Dan juga, Allah memberi kesempatan lain kepada tiap hambaNya. Bagi beberapa orang, Ia memberi kesempatan besar untuk melayani dan memberkati ribuan orang dengan memakai karunia-karunia ajaib yang Ia berikan pada mereka. Ia memberi lebih sedikit kesempatan dan karunia kepada orang-orang lain, namun akhirnya mereka dapat menerima upah sama jika mereka sama setianya dengan apa yang Allah berikan kepada mereka.
[1]
Kesimpulan (The Conclusion)
Tiada hal lebih penting dibandingkan menaati Allah, dan suatu hari setiap orang akan tahu hal itu. Orang bijak tahu hal itu, dan karena itu mereka bertindak!
Akhir kata dari segala yang didengar ialah: takutlah akan Allah dan berpeganglah pada perintah-perintah-Nya, karena ini adalah kewajiban setiap orang.
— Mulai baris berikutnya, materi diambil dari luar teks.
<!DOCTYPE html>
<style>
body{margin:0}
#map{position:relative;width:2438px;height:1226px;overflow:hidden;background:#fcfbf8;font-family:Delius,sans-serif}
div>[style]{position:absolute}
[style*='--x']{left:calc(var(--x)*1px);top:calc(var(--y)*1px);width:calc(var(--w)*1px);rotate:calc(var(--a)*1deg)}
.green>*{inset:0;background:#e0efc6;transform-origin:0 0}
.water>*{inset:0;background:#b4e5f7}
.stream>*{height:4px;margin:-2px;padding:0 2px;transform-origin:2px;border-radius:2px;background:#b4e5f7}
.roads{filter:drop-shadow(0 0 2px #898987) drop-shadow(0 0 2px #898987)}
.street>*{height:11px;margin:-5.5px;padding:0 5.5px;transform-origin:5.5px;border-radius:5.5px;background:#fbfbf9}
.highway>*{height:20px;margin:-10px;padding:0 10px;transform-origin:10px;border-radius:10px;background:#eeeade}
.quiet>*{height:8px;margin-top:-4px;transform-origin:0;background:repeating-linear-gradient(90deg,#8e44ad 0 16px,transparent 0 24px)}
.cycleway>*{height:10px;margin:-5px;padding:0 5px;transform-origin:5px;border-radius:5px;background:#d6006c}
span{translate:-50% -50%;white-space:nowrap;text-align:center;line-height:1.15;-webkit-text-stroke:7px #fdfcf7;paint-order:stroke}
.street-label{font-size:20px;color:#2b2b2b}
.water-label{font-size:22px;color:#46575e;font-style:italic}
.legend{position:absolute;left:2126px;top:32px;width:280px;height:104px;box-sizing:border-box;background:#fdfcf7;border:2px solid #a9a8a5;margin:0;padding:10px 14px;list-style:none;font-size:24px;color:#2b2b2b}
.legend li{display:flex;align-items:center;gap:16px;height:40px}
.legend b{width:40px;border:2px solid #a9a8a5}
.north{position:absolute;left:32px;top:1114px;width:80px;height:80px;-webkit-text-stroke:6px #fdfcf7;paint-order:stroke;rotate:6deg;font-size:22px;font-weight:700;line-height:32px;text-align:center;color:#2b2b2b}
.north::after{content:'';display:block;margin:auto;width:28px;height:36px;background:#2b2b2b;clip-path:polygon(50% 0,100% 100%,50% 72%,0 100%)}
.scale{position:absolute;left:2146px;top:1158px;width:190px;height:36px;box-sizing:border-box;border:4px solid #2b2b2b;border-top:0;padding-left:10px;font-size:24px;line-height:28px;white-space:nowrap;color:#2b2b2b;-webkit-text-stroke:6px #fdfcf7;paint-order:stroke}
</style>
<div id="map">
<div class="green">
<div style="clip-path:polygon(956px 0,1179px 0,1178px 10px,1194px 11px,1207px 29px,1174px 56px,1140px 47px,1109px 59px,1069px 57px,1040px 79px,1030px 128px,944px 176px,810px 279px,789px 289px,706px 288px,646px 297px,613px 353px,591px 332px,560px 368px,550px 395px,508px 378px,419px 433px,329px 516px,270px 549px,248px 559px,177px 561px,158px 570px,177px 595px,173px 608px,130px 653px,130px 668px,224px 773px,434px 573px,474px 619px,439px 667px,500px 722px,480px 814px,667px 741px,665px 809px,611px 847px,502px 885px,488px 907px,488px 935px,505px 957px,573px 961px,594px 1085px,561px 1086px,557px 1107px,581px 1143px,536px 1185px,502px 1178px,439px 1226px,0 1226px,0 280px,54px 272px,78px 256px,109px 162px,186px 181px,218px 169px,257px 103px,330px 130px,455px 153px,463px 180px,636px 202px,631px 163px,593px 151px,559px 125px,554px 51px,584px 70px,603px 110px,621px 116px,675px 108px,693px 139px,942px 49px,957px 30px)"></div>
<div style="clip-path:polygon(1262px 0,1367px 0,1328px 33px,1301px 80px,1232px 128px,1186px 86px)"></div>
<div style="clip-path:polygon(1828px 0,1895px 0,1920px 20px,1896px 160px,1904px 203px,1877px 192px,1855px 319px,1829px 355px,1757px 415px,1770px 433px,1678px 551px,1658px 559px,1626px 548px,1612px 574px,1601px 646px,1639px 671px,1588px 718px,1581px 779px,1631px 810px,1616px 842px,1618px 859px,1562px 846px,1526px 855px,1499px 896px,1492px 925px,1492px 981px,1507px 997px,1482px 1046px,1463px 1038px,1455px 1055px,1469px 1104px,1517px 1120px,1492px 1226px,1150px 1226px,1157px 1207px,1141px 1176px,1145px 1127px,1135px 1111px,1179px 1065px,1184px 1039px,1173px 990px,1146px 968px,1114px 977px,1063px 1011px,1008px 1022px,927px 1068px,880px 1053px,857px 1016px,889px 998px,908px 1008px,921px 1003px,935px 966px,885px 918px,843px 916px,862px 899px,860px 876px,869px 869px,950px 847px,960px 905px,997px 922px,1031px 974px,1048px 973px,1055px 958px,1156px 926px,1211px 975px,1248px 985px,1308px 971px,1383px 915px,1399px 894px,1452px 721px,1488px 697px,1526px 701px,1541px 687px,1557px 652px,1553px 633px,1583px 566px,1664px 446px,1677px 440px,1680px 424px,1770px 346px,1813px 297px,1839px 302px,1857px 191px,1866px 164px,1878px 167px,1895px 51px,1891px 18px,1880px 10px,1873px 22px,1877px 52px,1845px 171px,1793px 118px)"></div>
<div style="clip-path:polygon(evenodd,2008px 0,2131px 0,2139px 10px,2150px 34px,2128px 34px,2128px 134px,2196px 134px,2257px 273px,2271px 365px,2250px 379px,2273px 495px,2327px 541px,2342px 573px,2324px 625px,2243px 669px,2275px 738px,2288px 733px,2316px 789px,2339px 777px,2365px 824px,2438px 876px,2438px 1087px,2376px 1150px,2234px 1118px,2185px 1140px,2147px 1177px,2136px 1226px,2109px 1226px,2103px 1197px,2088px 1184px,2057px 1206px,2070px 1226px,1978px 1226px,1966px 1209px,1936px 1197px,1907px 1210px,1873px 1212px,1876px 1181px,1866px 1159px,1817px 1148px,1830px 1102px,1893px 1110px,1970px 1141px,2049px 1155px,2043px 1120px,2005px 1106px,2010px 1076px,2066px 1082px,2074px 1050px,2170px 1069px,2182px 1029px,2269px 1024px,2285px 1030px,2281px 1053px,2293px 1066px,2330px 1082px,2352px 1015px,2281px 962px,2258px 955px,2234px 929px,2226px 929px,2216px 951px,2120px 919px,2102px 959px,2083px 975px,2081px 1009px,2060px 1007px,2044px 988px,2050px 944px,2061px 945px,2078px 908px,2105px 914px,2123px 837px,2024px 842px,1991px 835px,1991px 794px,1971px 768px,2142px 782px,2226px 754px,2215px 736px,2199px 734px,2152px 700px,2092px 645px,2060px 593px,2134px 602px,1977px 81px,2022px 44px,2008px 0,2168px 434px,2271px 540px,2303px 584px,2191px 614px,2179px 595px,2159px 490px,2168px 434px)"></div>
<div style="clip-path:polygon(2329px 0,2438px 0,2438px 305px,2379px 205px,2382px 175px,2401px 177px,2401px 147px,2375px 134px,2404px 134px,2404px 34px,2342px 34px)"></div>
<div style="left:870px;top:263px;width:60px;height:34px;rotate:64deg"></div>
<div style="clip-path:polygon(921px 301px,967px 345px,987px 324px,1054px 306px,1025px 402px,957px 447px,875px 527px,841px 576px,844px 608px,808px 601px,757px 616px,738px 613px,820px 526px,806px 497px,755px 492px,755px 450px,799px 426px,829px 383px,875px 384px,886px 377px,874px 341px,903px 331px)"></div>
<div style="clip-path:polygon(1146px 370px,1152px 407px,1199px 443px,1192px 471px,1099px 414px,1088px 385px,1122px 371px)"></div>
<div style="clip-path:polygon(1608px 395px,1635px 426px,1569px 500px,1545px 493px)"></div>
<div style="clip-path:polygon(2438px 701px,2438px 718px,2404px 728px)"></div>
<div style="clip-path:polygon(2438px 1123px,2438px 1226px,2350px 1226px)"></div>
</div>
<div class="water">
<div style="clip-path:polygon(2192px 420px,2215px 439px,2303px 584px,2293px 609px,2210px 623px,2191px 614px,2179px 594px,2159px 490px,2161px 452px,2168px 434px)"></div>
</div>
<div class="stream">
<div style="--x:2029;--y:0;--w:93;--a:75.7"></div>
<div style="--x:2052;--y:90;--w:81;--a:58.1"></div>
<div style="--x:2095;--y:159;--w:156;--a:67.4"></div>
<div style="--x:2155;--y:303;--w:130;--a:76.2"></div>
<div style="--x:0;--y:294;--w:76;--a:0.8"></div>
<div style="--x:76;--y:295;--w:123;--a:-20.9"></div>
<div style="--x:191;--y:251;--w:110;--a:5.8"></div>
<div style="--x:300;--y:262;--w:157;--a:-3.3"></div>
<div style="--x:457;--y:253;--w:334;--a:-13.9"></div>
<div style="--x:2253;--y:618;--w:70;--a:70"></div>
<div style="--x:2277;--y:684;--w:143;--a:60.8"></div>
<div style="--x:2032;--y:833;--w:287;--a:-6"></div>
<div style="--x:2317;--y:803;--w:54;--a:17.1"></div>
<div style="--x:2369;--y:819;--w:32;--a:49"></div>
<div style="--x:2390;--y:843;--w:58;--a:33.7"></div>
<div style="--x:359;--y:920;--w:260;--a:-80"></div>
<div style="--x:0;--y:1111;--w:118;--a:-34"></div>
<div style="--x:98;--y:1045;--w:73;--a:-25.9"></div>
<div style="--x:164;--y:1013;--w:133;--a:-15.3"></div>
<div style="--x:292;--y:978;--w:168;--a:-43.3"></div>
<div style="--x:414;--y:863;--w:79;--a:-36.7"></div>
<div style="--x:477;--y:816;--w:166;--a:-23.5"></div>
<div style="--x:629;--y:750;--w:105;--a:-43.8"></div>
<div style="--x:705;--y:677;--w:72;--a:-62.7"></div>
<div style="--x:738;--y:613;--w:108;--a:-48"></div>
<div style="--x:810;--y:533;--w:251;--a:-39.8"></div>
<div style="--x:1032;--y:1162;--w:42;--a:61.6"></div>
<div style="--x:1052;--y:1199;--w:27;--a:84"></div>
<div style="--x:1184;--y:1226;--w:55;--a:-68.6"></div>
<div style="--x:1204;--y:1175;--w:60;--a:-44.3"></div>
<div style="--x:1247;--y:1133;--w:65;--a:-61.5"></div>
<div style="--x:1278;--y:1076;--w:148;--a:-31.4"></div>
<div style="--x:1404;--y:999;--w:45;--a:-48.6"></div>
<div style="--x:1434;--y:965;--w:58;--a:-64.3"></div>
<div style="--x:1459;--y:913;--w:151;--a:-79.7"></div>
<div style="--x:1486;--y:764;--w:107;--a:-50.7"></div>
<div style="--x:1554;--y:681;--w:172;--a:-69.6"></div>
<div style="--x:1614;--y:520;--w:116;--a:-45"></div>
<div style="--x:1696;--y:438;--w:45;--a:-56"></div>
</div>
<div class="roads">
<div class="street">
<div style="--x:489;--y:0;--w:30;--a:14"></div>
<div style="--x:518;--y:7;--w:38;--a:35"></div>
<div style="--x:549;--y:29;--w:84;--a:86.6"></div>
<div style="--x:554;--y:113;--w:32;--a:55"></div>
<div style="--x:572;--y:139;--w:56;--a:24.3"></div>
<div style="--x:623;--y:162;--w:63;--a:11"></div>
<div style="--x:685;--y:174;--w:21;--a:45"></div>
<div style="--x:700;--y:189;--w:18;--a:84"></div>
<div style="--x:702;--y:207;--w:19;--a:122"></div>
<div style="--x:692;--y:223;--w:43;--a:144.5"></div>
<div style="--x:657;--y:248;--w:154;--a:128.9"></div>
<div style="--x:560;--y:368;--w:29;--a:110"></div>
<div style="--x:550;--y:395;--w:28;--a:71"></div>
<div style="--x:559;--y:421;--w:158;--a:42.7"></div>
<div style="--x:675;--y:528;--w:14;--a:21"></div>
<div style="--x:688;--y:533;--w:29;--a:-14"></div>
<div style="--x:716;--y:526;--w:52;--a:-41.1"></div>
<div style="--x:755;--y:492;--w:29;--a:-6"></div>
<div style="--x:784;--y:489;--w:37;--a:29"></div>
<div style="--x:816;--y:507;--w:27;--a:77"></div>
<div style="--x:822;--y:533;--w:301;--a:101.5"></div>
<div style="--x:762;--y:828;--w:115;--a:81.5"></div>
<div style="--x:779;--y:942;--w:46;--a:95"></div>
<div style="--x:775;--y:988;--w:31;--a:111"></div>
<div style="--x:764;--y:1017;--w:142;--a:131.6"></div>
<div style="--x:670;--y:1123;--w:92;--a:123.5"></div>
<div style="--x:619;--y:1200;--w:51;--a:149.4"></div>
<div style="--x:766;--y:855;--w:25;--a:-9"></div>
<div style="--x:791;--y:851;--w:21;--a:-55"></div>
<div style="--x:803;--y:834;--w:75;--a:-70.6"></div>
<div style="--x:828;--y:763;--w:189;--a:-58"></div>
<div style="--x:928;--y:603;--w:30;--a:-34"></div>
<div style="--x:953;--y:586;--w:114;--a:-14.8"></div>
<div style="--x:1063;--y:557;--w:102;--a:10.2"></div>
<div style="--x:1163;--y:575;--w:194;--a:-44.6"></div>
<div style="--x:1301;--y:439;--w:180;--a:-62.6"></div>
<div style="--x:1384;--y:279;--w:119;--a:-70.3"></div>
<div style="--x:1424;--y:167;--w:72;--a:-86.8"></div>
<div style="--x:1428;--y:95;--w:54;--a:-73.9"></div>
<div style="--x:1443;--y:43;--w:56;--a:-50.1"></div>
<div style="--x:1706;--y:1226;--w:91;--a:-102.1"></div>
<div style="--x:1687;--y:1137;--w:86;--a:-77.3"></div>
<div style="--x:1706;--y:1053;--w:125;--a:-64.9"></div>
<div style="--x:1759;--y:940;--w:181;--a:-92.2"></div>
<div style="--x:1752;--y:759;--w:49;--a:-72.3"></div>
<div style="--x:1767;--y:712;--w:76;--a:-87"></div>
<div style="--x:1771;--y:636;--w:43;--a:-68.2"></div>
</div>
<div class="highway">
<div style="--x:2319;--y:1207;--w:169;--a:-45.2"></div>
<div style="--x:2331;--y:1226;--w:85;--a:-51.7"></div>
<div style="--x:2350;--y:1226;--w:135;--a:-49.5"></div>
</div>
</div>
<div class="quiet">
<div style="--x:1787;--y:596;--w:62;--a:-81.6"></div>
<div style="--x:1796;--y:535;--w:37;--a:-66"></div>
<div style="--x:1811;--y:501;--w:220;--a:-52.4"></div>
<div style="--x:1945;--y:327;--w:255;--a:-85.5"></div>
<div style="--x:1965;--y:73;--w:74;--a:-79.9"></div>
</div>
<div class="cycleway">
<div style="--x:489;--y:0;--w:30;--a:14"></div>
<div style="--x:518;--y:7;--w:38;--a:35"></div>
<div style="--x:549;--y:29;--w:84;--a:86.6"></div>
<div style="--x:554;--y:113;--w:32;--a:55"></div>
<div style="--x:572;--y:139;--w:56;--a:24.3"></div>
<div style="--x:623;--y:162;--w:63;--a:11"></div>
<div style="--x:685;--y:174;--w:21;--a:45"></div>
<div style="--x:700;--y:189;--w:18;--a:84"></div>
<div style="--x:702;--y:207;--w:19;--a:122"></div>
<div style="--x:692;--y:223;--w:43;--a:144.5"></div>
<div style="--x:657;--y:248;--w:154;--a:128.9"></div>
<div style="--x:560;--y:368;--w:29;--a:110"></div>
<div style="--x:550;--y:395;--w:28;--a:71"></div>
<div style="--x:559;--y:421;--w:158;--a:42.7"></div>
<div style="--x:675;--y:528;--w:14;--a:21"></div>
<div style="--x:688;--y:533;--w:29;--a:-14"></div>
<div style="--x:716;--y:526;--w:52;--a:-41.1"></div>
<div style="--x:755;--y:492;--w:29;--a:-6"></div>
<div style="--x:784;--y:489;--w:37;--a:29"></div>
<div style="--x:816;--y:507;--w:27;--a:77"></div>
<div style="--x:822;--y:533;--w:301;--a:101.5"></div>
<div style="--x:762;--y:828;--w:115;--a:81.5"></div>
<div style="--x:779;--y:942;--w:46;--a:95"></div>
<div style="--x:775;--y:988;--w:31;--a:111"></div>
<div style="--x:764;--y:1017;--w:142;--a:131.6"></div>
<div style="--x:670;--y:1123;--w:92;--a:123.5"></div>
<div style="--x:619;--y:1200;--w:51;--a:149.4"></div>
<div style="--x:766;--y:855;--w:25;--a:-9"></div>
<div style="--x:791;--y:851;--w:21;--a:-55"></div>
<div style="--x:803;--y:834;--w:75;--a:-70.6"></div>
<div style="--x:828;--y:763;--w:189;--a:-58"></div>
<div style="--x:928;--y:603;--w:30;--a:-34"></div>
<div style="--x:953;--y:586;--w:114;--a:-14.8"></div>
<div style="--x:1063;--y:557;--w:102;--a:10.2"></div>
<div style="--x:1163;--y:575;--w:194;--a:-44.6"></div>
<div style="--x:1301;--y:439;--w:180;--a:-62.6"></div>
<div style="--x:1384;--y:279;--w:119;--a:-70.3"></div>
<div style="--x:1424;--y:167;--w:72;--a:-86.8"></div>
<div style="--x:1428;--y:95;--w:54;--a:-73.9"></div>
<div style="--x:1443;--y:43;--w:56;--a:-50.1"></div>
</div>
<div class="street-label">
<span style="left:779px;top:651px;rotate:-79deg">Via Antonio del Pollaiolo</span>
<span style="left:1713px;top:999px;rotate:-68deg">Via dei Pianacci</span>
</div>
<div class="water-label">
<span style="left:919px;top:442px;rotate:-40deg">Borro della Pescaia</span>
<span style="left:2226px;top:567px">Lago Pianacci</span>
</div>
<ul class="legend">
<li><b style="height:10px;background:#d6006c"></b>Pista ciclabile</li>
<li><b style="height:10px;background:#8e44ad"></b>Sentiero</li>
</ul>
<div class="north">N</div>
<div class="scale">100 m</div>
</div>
Karena Allah akan membawa setiap perbuatan ke pengadilan yang berlaku atas segala sesuatu yang tersembunyi, entah itu baik, entah itu jahat. (Pengkhotbah 12:13-14).
Tiap pelayan pemuridan menaati Allah dengan sepenuh hati dan akan melakukan segala yang dapat dilakukannya agar murid-muridnya terdorong untuk melakukan hal itu juga!
Untuk menyelidiki lebih lanjut tentang topik penghakiman di takhta Allah, lihat Matius 6:1-6, 16-18; 10:41-42; 12:36-37; 19:28-29; 25:14-30; Lukas 12:2-3; 14:12-14; 16:10-13; 1 Korintus 3:5-15; 2 Timotius 2:12; 1 Petrus 1:17; Wahyu 2:26-27; 5:10; 20:6.
[1]
Perumpamaan ini juga tidak mengajarkan bahwa orang yang bertobat pada usia muda dan setia bekerja selama bertahun-tahun akan mendapat upah yang sama dengan orang yang bertobat pada tahun terakhir kehidupannya dan yang setia melayani Allah hanya satu tahun. Ini tidak adil, dan tidak berdasarkan kesempatan yang Allah berikan kepada setiap orang, karena Allah memberi kesempatan untuk bertobat selama hidupnya. Jadi, orang yang bekerja lebih lama akan menerima upah lebih dibandingkan orang yang bekerja dengan waktu yang lebih singkat.